Now ive gotten the hang of packing and keeping my pipe lit and am now able to start appreciating the tobacco i thought it was time to upgrade my pipe. So far the SavinelleToscana 602 is my favourite aesthetically however I would like to know from some people who own them how they smoke before I go ahead and purchase it. Also any suggestions for other pipes in this style or similiar up to 100 dollars would be great thanks!


----------



## Mr Mojo Risin (May 26, 2007)

I don't know about Toscana 602, But I have a Bruna and a natural in the 622 and they are very good smokers. I own nine other Savinelli's and they are all great pipes, Smoke cool and dry. So in a nut shell, You can't go wrong with a Savinelli. They have that pipe at smoking pipes for $62 skins. Not bad..
Brian


----------



## Quick_nick (Feb 10, 2008)

I have two savinellis with one on the way. They are great pipes. My favorite is the 320 shape, I have that in the Tundra model, great pipe.


----------



## wharfrathoss (Dec 27, 2006)

no complaint w/the Savs i have other than the stems. in general they leave something to be desired IMHO. i do have one that's an exception w/a nice thin lucite bit, a lower priced model surprisingly.


----------



## Requiem (Dec 6, 2008)

Quick_nick said:


> I have two savinellis with one on the way. They are great pipes. My favorite is the 320 shape, I have that in the Tundra model, great pipe.

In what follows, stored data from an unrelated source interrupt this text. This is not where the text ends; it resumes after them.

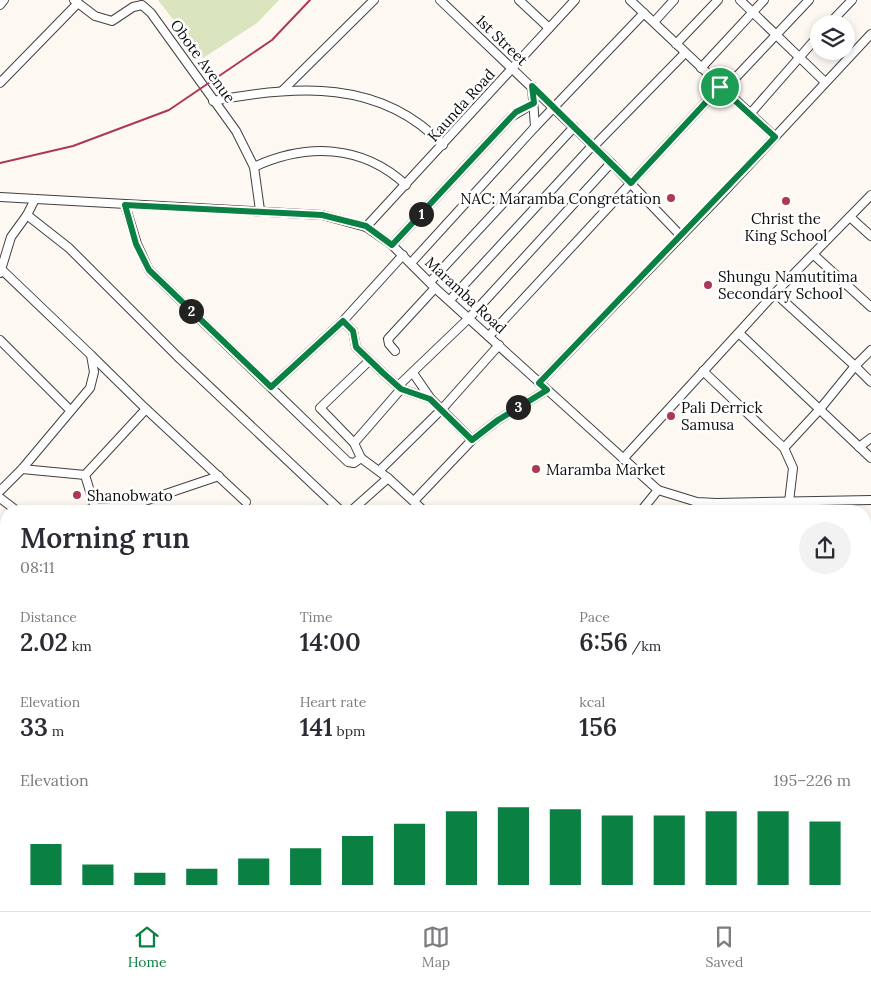 <!DOCTYPE html>
<meta charset="utf-8">
<style>
:root{--surface:#fff;--page:#f2f2f3;--text:#2b2b33;--muted:#7c7c81;--line:#e1e1e2;--accent:#0b8043}
body{margin:0;font-family:Lora,serif;background:var(--page);color:var(--text);height:100vh;display:flex;flex-direction:column;font-size:19px;white-space:nowrap}
*{box-sizing:border-box;margin:0}
p{font-size:16px;color:var(--muted)}
.icon{flex:none;width:28px;height:28px;fill:none;stroke:currentColor;stroke-width:2;stroke-linecap:round;stroke-linejoin:round}
.map{position:relative;flex:1;overflow:hidden}
.details{position:absolute;left:0px;top:505px;width:871px;height:406px;display:flex;flex-direction:column;background:var(--surface);border-radius:20px 20px 0 0;box-shadow:0 2px 8px #0003}
.details>*{flex:none}
.buttons{position:absolute;left:810px;top:15px;display:grid;gap:10px}
.buttons a{display:grid;place-items:center;width:45px;height:45px;border-radius:50%;background:var(--surface);box-shadow:0 2px 8px #0003;font-size:25px}
.pin{position:absolute;display:grid;place-items:center;width:42px;height:42px;color:#fff;margin:-21px;border:2px solid #fff;border-radius:50%;box-shadow:0 1px 5px #0007}
.km{position:absolute;width:25px;height:25px;margin:-12px;border-radius:50%;background:#222;color:#fff;font-size:14px;line-height:25px;text-align:center}
.round{display:grid;place-items:center;flex:none;width:52px;height:52px;border-radius:26px;background:var(--page)}
.headline{display:flex;align-items:center;justify-content:space-between;height:85px;padding:0 20px}
h1{font-size:28px;font-weight:600;line-height:38px}
.stats{display:grid;grid-template-columns:repeat(3,1fr);gap:8px;height:85px;padding:5px 20px}
.stats div{display:grid;align-content:center}
.stats b{font-size:25px;font-weight:600}
.stats small{font-size:14px;font-weight:400}
.stats p{font-size:14px}
.chart{height:140px;padding:10px 20px}
.chart p{display:flex;justify-content:space-between}
.chart svg{width:100%;height:90px;margin-top:5px;stroke:var(--accent);stroke-width:6}
.tabs{display:flex;justify-content:space-around;align-items:center;height:70px;border-top:1px solid var(--line);background:var(--surface);font-size:14px;color:var(--muted)}
.tabs a{display:grid;justify-items:center;gap:2px}
.tabs .current{color:var(--accent)}
.map>svg:first-child{display:block}
.green{fill:#dae4be}
.lines{fill:none;stroke-linecap:round;stroke-linejoin:round}
.minor-casing{stroke:#414141;stroke-width:10}
.minor{stroke:#fff;stroke-width:8}
.rail{stroke:#ac3857;stroke-width:2}
.route-casing{stroke:#fff;stroke-width:10}
.route{stroke:#0b8043;stroke-width:6}
.poi-dot{fill:#ac3857;stroke:#fff;stroke-width:2}
.labels{text-anchor:middle;dominant-baseline:central;stroke-width:5;stroke-linejoin:round;paint-order:stroke}
.street-label{font-size:15px;fill:#0e0e0e;stroke:#fff}
.poi-label{font-size:15px;fill:#0e0e0e;stroke:#fff;text-anchor:start}
</style>
<div class="map">
<svg width="871" height="911" viewBox="0 0 871 911">
<rect width="100%" height="100%" fill="#fdf8f1"/>
<g class="green">
<polygon points="158,0 279,0 257,23 203,58"/>
<polygon points="6,884 6,905 394,905 394,911 0,911 0,902"/>
</g>
<g class="lines">
<g class="minor-casing">
<g id="minor">
<polyline points="74,0 95,16 112,21 133,7 142,5 151,13 236,131 254,167 260,210"/>
<polyline points="440,0 611,163 681,236"/>
<polyline points="519,0 549,28"/>
<polyline points="630,0 775,137"/>
<polyline points="740,0 825,82"/>
<polyline points="0,5 4,0"/>
<polyline points="654,22 674,0"/>
<polyline points="829,24 852,0"/>
<polyline points="676,44 718,0"/>
<polyline points="701,68 764,0"/>
<polyline points="0,83 78,3"/>
<polyline points="532,86 535,127"/>
<polyline points="282,91 374,0"/>
<polyline points="723,91 809,0"/>
<path d="M 213,101 C 296,85 381,79 443,145"/>
<polyline points="750,114 819,35"/>
<polyline points="594,146 685,53"/>
<path d="M 254,167 C 306,143 362,144 406,185"/>
<polyline points="0,197 322,215 366,227 392,245 435,288 658,490 697,502 716,503 871,500"/>
<polyline points="125,205 137,244 149,270 348,462 354,463 361,458 354,443 320,408 369,361"/>
<polyline points="27,215 69,248 177,356 341,511"/>
<polyline points="850,217 871,236"/>
<polyline points="366,227 575,0"/>
<polyline points="392,245 511,117 534,103"/>
<polyline points="814,255 871,307"/>
<polyline points="411,263 535,127 644,13"/>
<polyline points="0,268 91,355 94,372 90,388 22,469 0,491"/>
<polyline points="0,273 11,237 27,215 35,199"/>
<polyline points="430,282 574,127"/>
<polyline points="775,293 855,366 871,350"/>
<polyline points="450,300 593,145"/>
<polyline points="343,321 353,331 356,347 383,373 401,389 431,399"/>
<polyline points="740,334 871,458"/>
<polyline points="489,336 720,87"/>
<polyline points="0,340 70,410"/>
<polyline points="395,351 389,344 388,339 435,288"/>
<polyline points="91,355 146,409 246,502"/>
<polyline points="703,371 784,448 793,468 789,502"/>
<polyline points="413,373 431,399 472,440"/>
<polyline points="539,383 720,196 871,34"/>
<polyline points="398,386 469,318 611,163"/>
<polyline points="271,387 343,321 403,255"/>
<polyline points="354,443 401,389"/>
<polyline points="859,447 871,438"/>
<polyline points="784,448 820,409 855,366 871,382"/>
<polyline points="361,458 388,478 424,511"/>
<polyline points="623,459 775,293 871,195"/>
<polyline points="22,469 85,475"/>
<polyline points="379,471 442,409 499,345"/>
<polyline points="0,498 17,511"/>
<polyline points="414,501 472,440 498,420 547,390"/>
<polyline points="83,511 95,508 130,506 219,476"/>
<polyline points="96,511 85,475 146,409"/>
<polyline points="351,511 388,478"/>
<polyline points="641,511 658,490"/>
<polyline points="0,571 6,577"/>
<polyline points="865,604 871,606"/>
<polyline points="0,698 6,700"/>
<polyline points="865,763 871,768"/>
<polyline points="865,819 871,812"/>
<polyline points="865,902 871,894"/>
<polyline points="460,905 464,911"/>
<polyline points="730,905 734,908 732,911"/>
<polyline points="491,911 495,905"/>
<polyline points="859,911 863,905"/>
</g>
</g>
<use href="#minor" class="minor"/>
<polyline class="rail" points="0,163 73,146 169,110 272,40 310,0"/>
</g>
<g class="lines">
<g class="route-casing">
<polygon id="route" points="532,86 631,183 720,87 775,137 539,383 547,390 498,420 472,440 430,399 401,389 383,373 356,347 353,331 343,321 271,387 149,270 136,244 125,205 322,215 366,226 392,245 511,117 516,112 534,103"/>
</g>
<use href="#route" class="route"/>
</g>
<g class="poi-dot">
<circle cx="671" cy="198" r="5"/>
<circle cx="786" cy="201" r="5"/>
<circle cx="708" cy="285" r="5"/>
<circle cx="671" cy="416" r="5"/>
<circle cx="536" cy="469" r="5"/>
<circle cx="77" cy="495" r="5"/>
</g>
<g class="labels">
<g class="street-label">
<text transform="translate(502 40) rotate(44)">1st Street</text>
<text transform="translate(203 61) rotate(54)">Obote Avenue</text>
<text transform="translate(461 105) rotate(-48)">Kaunda Road</text>
<text transform="translate(466 295) rotate(43)">Maramba Road</text>
</g>
<g class="poi-label">
<text x="661" y="198" text-anchor="end">NAC: Maramba Congretation</text>
<text x="786" y="218" text-anchor="middle">Christ the<tspan x="786" dy="17">King School</tspan></text>
<text x="718" y="276">Shungu Namutitima<tspan x="718" dy="17">Secondary School</tspan></text>
<text x="681" y="407">Pali Derrick<tspan x="681" dy="17">Samusa</tspan></text>
<text x="546" y="469">Maramba Market</text>
<text x="87" y="495">Shanobwato</text>
</g>
</g>
</svg>
<div class="buttons">
<a><svg class="icon" aria-label="layers" viewBox="0 0 24 24"><path d="M12 4l9 5-9 5-9-5zM3 14l9 5 9-5"/></svg></a>
</div>
<div class="pin" style="left:720px;top:87px;background:#1e9e55"><svg class="icon" aria-label="arrive" viewBox="0 0 24 24"><path d="M6 21V4h12l-3 4 3 4H6"/></svg></div>
<b class="km" style="left:421px;top:214px">1</b>
<b class="km" style="left:191px;top:311px">2</b>
<b class="km" style="left:518px;top:407px">3</b>
<section class="details">
<div class="headline"><div><h1>Morning run</h1><p>08:11</p></div><a class="round"><svg class="icon" aria-label="share" viewBox="0 0 24 24"><path d="M12 15V3M7 8l5-5 5 5M5 13v7h14v-7"/></svg></a></div>
<div class="stats">
<div><p>Distance</p><b>2.02<small> km</small></b></div>
<div><p>Time</p><b>14:00</b></div>
<div><p>Pace</p><b>6:56<small> /km</small></b></div>
</div>
<div class="stats">
<div><p>Elevation</p><b>33<small> m</small></b></div>
<div><p>Heart rate</p><b>141<small> bpm</small></b></div>
<div><p>kcal</p><b>156</b></div>
</div>
<div class="chart"><p><span>Elevation</span>195–226 m</p>
<svg viewBox="0 0 160 44" preserveAspectRatio="none"><path d="M5 44V24M15 44V34M25 44V38M35 44V36M45 44V31M55 44V26M65 44V20M75 44V14M85 44V8M95 44V6M105 44V7M115 44V10M125 44V10M135 44V8M145 44V8M155 44V13"/></svg>
</div>
</section>
</div>
<nav class="tabs">
<a class="current"><svg class="icon" aria-label="home" viewBox="0 0 24 24"><path d="M3 11l9-7 9 7M6 9v11h12V9"/></svg>Home</a>
<a><svg class="icon" aria-label="map" viewBox="0 0 24 24"><path d="M3 6l6-2 6 2 6-2v14l-6 2-6-2-6 2zM9 4v14M15 6v14"/></svg>Map</a>
<a><svg class="icon" aria-label="saved" viewBox="0 0 24 24"><path d="M7 4h10v16l-5-4-5 4z"/></svg>Saved</a>
</nav>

The mailman brought me a 320 Siena yesterday. Gorgeous shape, my favorite too.


----------



## aliefj96 (Nov 8, 2007)

I have two 602s. They were pipe number 2 and 3 in the collections and Christmas gifts my first year. They both smoke cool. Because of recent posts I'll add that neither has ever "gurgled". One is a Duca Carlo you can find for around $36 online or $45 in a B&M. The other was a Savinelli line called Marino that has no markings to indicate it's a Sav.


----------



## plexiprs (Nov 18, 2005)

I've a couple Toscana pipes in the rotation. Very nice like many of the Savinelli's. The Duca C. line is a great value and there is something appealing about their finish that makes me give them some preferential treatment.


----------



## Quick_nick (Feb 10, 2008)

Requiem said:


> The mailman brought me a 320 Siena yesterday. Gorgeous shape, my favorite too.

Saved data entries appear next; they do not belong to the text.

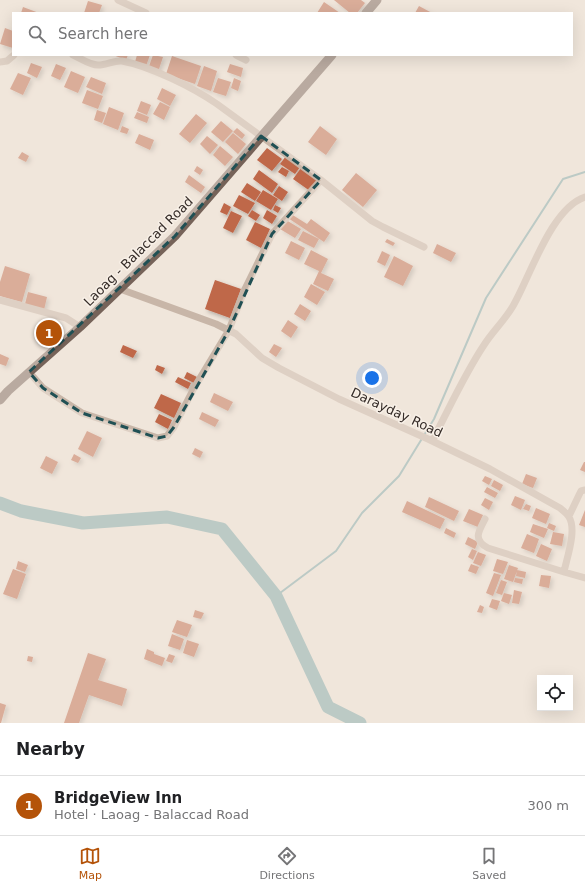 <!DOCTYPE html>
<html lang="en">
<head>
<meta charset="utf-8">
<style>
  body { margin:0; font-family:"DejaVu Sans",sans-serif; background:#f2f2f2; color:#202124 }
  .controls { position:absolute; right:12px; bottom:12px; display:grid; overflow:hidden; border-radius:0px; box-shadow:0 4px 16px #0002 }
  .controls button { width:36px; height:36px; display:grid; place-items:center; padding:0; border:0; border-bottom:1px solid #e0e0e0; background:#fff; color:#202124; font:20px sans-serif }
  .you { position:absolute; left:372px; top:378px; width:14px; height:14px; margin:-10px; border:3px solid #fff; border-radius:50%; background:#1a73e8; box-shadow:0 0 0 6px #1a73e833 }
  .badge { display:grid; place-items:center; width:26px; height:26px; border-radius:50%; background:#b45309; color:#fff; font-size:13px; font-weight:700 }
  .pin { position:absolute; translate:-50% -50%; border:2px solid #fff; box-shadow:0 1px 4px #0006 }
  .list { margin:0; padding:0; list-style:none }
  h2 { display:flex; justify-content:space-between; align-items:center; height:52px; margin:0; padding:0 16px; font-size:17px }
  h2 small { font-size:13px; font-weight:400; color:#757577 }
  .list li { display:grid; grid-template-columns:26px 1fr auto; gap:12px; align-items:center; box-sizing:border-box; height:60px; padding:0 16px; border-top:1px solid #e0e0e0 }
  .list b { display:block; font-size:15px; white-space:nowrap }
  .list p { margin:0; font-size:13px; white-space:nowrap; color:#757577 }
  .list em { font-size:13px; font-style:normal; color:#757577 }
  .icon { flex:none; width:22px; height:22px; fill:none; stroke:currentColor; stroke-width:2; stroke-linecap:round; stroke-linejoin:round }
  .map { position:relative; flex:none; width:585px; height:723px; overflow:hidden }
  .search { position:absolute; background:#fff; box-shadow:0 4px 16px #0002; left:12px; right:12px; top:12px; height:44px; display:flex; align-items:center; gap:10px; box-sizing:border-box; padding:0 14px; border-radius:0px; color:#757577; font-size:15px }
  .sheet { height:112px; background:#fff }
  nav { display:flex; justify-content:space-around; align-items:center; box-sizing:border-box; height:56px; border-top:1px solid #e0e0e0; background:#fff; font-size:11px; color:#757577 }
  nav a { display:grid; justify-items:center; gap:2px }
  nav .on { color:#b45309 }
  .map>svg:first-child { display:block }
</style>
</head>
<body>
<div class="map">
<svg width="585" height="723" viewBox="0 0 585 723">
  <defs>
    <filter id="shadow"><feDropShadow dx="2.5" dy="2.5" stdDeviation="2" flood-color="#0004"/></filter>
  </defs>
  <rect width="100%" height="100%" fill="#f0e6db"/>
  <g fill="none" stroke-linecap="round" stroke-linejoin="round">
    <path stroke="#7ca9ac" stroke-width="2" d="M276,596l60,-45 26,-38 37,-37 35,-57 52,-121 77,-119 22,-7"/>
    <path stroke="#7ca9ac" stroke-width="13" d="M0,503l21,8 62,12 84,-6 55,12 54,67 52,111 32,16"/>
  </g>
  <path fill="#bf674a" filter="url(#shadow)" d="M334,0h27l4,3 -8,10h-7z
    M88,1l14,4 -3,8h-15z
    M324,2l16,11h-23z
    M419,6l13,7h-17z
    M23,7l16,6h-18z
    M5,28l8,3v17l-13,-4z
    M113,55h15l-2,5z
    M137,55h13l-4,11 -11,-4z
    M153,55l10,2 -5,15 -10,-3z
    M172,56l29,10 -6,18 -29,-10z
    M31,63l11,4 -5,11 -10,-5z
    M56,64l10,4 -6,12 -9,-4z
    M230,64l13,4 -2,9 -14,-5z
    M204,66l13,5 -6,20 -14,-5z
    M71,71l14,6 -7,16 -14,-6z
    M18,73l13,5 -8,17 -13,-6z
    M91,77l15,6 -4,11 -16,-7z
    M218,78l13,4 -5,14 -13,-4z
    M234,78l7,3 -3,10 -7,-3z
    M162,88l14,7 -6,11 -13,-7z
    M87,90l16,6 -5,13 -16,-6z
    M141,101l10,4 -4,10 -10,-4z
    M160,102l10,5 -6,13 -11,-6z
    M109,107l15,6 -6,17 -15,-6z
    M97,110l9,3 -4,10 -8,-3z
    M137,112l12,5 -2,6 -13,-5z
    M196,114l11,9 -17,20 -11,-9z
    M221,121l12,10 -10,11 -12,-10z
    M122,126l7,3 -2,5 -7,-2z
    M320,126l17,13 -11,16 -18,-13z
    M237,128l8,7 -3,4 -9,-7z
    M233,133l13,11 -8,10 -13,-12z
    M139,134l15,6 -4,10 -15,-7z
    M207,136l11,9 -8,9 -10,-10z
    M220,146l13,11 -8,9 -12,-11z
    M267,148l15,11 -10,12 -15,-11z
    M22,152l7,4 -3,6 -8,-4z
    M286,156l14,11 -5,7 -15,-10z
    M197,166l6,4 -3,5 -6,-4z
    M282,167l7,4 -3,6 -8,-5z
    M301,168l17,12 -8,11 -17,-12z
    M259,170l19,14 -6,9 -19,-14z
    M356,173l21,17 -14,17 -21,-17z
    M189,175l16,12 -4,6 -16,-11z
    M247,183l14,9 -6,9 -14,-9z
    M279,186l9,6 -6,9 -9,-6z
    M263,190l15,9 -7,11 -15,-9z
    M239,195l16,8 -7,11 -15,-8z
    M224,203l7,4 -4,8 -7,-3z
    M275,205l6,3 -3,5 -5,-3z
    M252,210l8,5 -4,6 -8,-5z
    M267,210l10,6 -5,8 -9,-6z
    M231,211l11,5 -9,17 -10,-5z
    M291,214l16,10 4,-5 19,14 -6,9 -36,-24z
    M286,220l15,9 -6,9 -15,-9z
    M255,222l15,7 -9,19 -15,-8z
    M303,231l16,8 -5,9 -16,-8z
    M387,239l8,4 -2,3 -8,-4z
    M291,241l14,7 -6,12 -14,-7z
    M437,244l19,9 -5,9 -18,-9z
    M311,250l17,9 -7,14 13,6 -6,12 -15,-7 6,-13 -15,-7z
    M382,251l8,4 -5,11 -8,-4z
    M394,256l19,10 -10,20 -19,-9z
    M5,266l25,8 -8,28 -22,-6v-14z
    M215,280l26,9 -11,29 -25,-9z
    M311,284l14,8 -8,13 -13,-8z
    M28,292l19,5 -3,13 -19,-6z
    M300,304l11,7 -6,10 -11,-7z
    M288,320l10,7 -7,11 -10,-7z
    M47,322l12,9 -8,12 -12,-8z
    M274,344l8,4 -6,9 -7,-5z
    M123,345l14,6 -4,7 -13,-6z
    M0,354l9,4 -3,8 -6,-2z
    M157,365l8,3 -3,6 -7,-4z
    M187,372l10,5 -3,6 -10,-5z
    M178,377l13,6 -3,6 -13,-7z
    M214,393l19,9 -5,9 -18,-9z
    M161,394l20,9 -7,15 -20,-10z
    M202,412l17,8 -4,7 -16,-8z
    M159,414l13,6 -4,9 -13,-7z
    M87,431l15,7 -9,19 -15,-8z
    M195,448l8,4 -3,6 -8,-4z
    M74,454l7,4 -3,5 -7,-3z
    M46,456l12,6 -6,12 -12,-6z
    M584,462h1v10l-5,-2z
    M526,474l11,4 -4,10 -11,-4z
    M485,476l7,3 -3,6 -7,-4z
    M494,480l9,5 -3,6 -9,-5z
    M487,487l11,6 -3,5 -11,-6z
    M515,496l10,4 -4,10 -10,-5z
    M429,497l30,14 -5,10 -29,-14z
    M485,498l8,4 -4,8 -8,-5z
    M407,501l38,18 -5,10 -38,-17z
    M526,504l5,2 -2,5 -6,-2z
    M536,508l14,6 -4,10 -14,-6z
    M469,509l14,6 -5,12 -15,-6z
    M585,510v17l-6,-2z
    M549,523l7,3 -2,5 -7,-3z
    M533,524l15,5 -4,9 -14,-6z
    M446,528l10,5 -2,5 -10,-5z
    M553,532l11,2 -2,12 -12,-2z
    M527,534l12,5 -5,14 -13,-5z
    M468,537l10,5 -3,7 -10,-5z
    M541,544l11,5 -5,12 -11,-5z
    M472,549l5,2 -4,9 -5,-3z
    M478,552l8,3 -5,11 -8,-3z
    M497,559l11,3 -5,12 -10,-3z
    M18,561l10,4 -3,7 -9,-3z
    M471,564l8,3 -3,7 -8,-3z
    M509,565l9,3 -5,14 -9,-3z
    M13,569l13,5 -9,25 -14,-5z
    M517,570l9,2 -1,6 -9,-2z
    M494,573l7,2 -8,21 -7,-3z
    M541,575l10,1 -2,12 -10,-2z
    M515,578l8,1 -1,5 -8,-2z
    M501,580l6,2 -5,13 -6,-2z
    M514,590l8,2 -3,12 -7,-1z
    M504,593l8,2 -3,9 -8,-3z
    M492,599l8,2 -3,9 -8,-3z
    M480,605l4,2 -2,6 -5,-1z
    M195,610l9,3 -3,6 -8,-2z
    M177,620l15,5 -5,12 -15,-5z
    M172,634l12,5 -4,11 -12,-4z
    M187,640l12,4 -5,13 -11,-4z
    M147,649l7,3v2l11,4 -3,8 -18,-7z
    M88,653l18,6 -8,21 29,9 -5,17 -33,-11 -10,28h-15z
    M169,654l6,2 -3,7 -6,-2z
    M28,656l5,1 -1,5 -5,-1z
    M0,703l6,2 -5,18h-1z"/>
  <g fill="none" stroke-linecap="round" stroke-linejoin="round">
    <path stroke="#c8b6a8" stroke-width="7" d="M118,0l28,13
      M73,55c7,3 17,10 25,10 9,0 16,-5 24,-4 28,5 72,27 95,43l104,76 51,41 11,6 41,20
      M236,55l10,5
      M0,62l7,-1 7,-6
      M120,289l96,35 20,10 26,24 17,10 60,31 89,40 62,30 70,39c3,3 7,5 9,9 8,13 -2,40 -5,55l21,6
      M0,300l66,18 14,9
      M29,372l14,16 39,25 67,22 9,3 9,-2 7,-9 20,-39 35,-58 15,-39 28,-57 49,-54
      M432,441c17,-32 32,-66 52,-96 9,-14 21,-25 29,-39 17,-29 38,-98 72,-109
      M569,516l10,-21 2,-4 4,-1
      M485,519c-7,13 -12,21 3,29l76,24"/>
    <path stroke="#766359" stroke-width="9" d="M366,13l11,-13
      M0,400l8,-9 72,-64 95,-91 157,-181"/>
  </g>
  <path d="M0 0H585V723H0ZM261,136l60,44 -49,54 -43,96 -55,97 -7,9 -9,2 -76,-25 -39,-25 -14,-16 146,-136z" fill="#f0e6db" fill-opacity=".55" fill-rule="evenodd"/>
  <path fill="none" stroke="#205054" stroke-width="3" stroke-dasharray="8 5" stroke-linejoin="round" d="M261,136l60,44 -49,54 -43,96 -55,97 -7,9 -9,2 -76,-25 -39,-25 -14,-16 146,-136z"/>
  <g text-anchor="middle" stroke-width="3" stroke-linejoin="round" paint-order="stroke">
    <g font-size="13" fill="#352c28" stroke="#f8f0e7">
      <text transform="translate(138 251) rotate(-45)" y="5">Laoag - Balaccad Road</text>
      <text transform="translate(397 412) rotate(25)" y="5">Darayday Road</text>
    </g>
  </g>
</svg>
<div class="controls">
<button><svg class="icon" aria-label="locate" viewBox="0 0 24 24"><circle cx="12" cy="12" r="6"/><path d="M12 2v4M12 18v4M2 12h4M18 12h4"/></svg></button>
</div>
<div class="you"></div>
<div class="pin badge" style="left:49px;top:333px">1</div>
<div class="search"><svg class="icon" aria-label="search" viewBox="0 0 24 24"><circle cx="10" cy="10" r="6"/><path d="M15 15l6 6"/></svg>Search here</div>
</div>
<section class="sheet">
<h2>Nearby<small></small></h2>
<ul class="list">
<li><span class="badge">1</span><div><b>BridgeView Inn</b><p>Hotel · Laoag - Balaccad Road</p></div><em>300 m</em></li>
</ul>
</section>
<nav>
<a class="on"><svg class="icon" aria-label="map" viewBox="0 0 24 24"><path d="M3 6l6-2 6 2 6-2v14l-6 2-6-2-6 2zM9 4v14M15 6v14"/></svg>Map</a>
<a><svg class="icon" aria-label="directions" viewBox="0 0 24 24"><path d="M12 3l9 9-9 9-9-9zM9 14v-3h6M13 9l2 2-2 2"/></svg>Directions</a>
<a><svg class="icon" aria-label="saved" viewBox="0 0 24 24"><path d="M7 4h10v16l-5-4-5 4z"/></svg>Saved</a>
</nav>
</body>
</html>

The 320 aka the author shape is not seen too much anymore which is why I really like it.


----------



## Zuk (Jan 18, 2009)

Well I think you gents have convinced me Im headed into the city tommorow and will hopefully be picking up my new pipe and some new baccys along with it.


----------



## Mr Mojo Risin (May 26, 2007)

You may want to consider this one.
Estate 80 Smoking Tobacco Briar Pipe Savinelli Bent - eBay (item 150321945366 end time Jan-25-09 17:30:15 PST)

Just a though.. Good luck.. Brian


----------